At least 500 gallons of crude oil from an overturned big rig spilled down an embankment near Pyramid Lake Sunday morning, snarling weekend traffic through the Grapevine for miles as hazardous material crews worked all day to contain the spill.
One person was injured in the crash that happened shortly before 10:15 a.m. on Interstate 5, just south of Vista Del Lago near Cherry Canyon.
The big rig, hauling 6,500 gallons of crude oil, left I-5 and flipped on its side, sending crude oil 100 feet down the embankment.

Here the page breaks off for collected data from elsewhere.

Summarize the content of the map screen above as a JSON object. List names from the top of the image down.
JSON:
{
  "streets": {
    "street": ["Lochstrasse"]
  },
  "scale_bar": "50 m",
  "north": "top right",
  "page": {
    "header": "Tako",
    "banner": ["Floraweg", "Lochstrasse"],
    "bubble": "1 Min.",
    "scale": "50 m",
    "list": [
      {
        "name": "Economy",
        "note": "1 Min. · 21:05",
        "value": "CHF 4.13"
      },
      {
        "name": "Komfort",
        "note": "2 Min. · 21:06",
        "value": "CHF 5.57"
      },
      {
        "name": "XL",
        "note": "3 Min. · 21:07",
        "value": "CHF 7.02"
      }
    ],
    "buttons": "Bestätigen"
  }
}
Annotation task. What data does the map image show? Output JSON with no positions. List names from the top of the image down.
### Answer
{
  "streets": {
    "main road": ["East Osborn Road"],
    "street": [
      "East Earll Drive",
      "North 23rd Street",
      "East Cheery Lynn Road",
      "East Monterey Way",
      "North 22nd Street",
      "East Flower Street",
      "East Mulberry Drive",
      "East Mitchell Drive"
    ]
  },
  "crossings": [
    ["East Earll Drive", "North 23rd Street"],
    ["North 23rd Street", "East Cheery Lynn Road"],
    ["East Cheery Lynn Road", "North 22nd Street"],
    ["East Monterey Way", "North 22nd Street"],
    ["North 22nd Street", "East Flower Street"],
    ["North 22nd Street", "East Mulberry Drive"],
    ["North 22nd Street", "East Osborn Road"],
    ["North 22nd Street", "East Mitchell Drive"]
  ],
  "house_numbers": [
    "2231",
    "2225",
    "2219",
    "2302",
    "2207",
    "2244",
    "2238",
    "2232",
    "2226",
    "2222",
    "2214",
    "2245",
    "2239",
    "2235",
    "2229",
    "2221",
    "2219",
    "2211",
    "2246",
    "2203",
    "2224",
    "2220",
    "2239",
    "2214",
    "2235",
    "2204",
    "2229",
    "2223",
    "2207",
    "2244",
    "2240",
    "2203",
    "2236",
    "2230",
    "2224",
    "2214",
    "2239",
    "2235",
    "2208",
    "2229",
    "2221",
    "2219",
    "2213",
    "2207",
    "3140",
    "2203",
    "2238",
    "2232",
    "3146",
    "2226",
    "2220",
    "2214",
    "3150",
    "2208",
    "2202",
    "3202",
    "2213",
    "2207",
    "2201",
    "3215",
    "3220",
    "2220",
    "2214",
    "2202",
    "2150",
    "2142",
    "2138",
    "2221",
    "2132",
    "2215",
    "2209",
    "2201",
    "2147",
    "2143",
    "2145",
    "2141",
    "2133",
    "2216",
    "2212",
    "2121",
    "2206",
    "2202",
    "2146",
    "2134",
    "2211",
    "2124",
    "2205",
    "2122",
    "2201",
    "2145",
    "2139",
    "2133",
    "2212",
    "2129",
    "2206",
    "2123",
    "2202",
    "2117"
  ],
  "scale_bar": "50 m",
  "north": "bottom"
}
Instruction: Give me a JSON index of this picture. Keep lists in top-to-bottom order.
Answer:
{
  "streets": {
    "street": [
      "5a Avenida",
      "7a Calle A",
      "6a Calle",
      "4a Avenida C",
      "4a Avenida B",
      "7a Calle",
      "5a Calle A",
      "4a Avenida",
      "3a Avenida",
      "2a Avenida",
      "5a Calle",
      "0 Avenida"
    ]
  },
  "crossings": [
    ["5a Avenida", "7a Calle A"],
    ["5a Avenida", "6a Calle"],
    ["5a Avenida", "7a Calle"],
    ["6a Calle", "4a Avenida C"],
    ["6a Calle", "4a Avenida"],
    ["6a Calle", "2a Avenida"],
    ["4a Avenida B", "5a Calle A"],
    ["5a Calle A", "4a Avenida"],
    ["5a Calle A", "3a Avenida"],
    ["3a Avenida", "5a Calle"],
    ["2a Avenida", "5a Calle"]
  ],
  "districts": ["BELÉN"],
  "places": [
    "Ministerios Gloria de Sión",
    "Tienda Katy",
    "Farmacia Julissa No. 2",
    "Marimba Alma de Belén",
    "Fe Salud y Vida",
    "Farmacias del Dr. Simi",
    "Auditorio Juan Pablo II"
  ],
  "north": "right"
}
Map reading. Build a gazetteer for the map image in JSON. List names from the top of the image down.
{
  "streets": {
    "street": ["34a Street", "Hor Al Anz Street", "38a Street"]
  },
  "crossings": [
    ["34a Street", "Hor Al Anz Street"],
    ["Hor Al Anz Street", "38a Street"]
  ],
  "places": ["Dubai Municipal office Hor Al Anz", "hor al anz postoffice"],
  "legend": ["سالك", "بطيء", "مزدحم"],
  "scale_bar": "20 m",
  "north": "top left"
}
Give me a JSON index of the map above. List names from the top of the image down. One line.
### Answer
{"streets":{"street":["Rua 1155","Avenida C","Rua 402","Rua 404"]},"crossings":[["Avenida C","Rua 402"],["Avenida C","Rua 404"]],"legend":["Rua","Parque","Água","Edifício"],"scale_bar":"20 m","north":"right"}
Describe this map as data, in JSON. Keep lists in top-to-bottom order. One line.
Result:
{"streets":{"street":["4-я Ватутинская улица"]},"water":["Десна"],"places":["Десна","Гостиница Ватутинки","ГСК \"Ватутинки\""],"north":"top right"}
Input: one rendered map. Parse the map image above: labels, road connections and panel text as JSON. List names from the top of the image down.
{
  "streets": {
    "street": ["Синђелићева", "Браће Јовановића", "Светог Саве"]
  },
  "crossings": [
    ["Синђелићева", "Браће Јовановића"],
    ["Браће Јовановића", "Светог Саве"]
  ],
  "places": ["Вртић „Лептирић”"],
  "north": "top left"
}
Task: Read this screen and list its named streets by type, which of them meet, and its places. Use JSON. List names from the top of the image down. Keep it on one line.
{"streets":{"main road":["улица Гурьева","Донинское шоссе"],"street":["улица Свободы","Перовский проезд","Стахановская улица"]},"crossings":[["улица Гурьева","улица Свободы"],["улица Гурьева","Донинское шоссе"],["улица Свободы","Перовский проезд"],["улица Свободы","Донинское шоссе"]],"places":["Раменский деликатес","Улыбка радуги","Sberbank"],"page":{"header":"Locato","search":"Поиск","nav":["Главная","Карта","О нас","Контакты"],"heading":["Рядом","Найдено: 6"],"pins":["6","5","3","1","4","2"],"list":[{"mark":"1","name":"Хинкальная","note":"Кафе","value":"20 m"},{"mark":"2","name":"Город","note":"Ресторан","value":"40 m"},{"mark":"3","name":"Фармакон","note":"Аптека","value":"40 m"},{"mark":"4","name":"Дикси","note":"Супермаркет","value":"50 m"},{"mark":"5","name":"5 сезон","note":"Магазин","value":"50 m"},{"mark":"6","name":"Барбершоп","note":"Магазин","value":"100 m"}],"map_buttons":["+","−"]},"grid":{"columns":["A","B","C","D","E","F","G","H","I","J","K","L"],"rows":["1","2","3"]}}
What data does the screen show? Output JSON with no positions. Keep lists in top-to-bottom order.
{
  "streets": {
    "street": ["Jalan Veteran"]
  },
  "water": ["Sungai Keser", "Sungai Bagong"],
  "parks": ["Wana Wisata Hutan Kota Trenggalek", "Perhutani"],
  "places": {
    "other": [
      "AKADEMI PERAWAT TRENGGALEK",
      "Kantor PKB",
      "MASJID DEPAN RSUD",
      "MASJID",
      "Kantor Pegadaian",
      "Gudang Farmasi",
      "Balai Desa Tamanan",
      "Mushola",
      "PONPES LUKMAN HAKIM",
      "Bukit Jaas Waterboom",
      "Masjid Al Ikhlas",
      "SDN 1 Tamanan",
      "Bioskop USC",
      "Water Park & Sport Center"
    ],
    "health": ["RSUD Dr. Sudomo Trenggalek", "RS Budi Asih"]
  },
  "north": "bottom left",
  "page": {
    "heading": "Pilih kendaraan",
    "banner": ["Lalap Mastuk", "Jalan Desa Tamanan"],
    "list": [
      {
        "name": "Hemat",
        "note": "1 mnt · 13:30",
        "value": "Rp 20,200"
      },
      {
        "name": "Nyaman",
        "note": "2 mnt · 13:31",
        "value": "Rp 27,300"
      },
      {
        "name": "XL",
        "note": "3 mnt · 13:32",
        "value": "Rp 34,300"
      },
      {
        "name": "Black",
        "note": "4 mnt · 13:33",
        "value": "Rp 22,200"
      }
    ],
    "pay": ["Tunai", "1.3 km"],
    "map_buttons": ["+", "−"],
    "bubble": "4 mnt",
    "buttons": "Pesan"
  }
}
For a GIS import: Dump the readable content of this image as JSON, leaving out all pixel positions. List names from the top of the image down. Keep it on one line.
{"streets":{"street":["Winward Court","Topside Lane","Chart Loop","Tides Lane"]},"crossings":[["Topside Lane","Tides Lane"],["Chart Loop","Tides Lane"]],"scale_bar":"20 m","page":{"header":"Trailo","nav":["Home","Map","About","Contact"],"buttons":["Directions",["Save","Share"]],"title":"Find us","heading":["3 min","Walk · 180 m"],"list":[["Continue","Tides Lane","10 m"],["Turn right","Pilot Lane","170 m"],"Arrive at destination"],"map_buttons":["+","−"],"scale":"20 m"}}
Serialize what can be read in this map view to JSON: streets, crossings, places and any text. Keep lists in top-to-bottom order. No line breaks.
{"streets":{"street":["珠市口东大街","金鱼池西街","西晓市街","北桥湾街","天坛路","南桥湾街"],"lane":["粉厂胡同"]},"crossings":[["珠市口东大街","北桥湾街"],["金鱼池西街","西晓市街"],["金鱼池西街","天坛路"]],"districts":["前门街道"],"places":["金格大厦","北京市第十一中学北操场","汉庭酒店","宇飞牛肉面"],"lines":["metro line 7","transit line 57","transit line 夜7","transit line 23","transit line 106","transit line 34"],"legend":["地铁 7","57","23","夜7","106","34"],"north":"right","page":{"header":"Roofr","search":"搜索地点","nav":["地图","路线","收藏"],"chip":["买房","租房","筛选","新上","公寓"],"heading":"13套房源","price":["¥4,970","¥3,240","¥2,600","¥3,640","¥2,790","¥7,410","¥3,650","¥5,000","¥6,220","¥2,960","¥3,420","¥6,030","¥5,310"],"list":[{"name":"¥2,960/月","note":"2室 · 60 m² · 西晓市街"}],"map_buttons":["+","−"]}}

“The number of gallons spilled was listed as 500 gallons,” Inspector Joey Marron of the Los Angeles County Fire Department told The Signal Monday.
None of the spilled crude found its way into the storm drain, he said.
Specialized firefighters trained to handle spills involving hazardous materials were dispatched to the crash site shortly after 11 a.m.
“The freeway was completely snarled as the tanker was still being off-loaded at 5:30 p.m. Sunday,” said photographer Jeff Zimmerman who witnessed the cleanup efforts.
“Fire crews were trying to dam up the runoff of crude oil on the steep hillside,” he said.
California Highway Patrol officers shut down the slow lane and the lane next to it for at least three hours while cleanup crews worked.
“The big rig was partially over the side embankment,” CHP Officer Josh Greengard told The Signal. “The tanker-trailer was leaking oil onto the embankment.”
The California Office of Emergency Services reported no drinking water was affected by the spill.
Affected by the resulting traffic jam, was a man injured after being thrown from a horse, Zimmerman said, noting a helicopter was dispatched to an area near the cleanup to take the injured man to hospital.
A SigAlert was issued that closed two of the southbound lanes near Vista del Lago Road. It remained in effect until shortly after 1 p.m. Sunday.
Officials with the U.S. Forest Service said cleanup crews addressed the spill on Angeles National Forest land.
“They had a cleanup crew out on site to remove it all,” Nathan Judy, of the U.S. Forest Service told the Signal.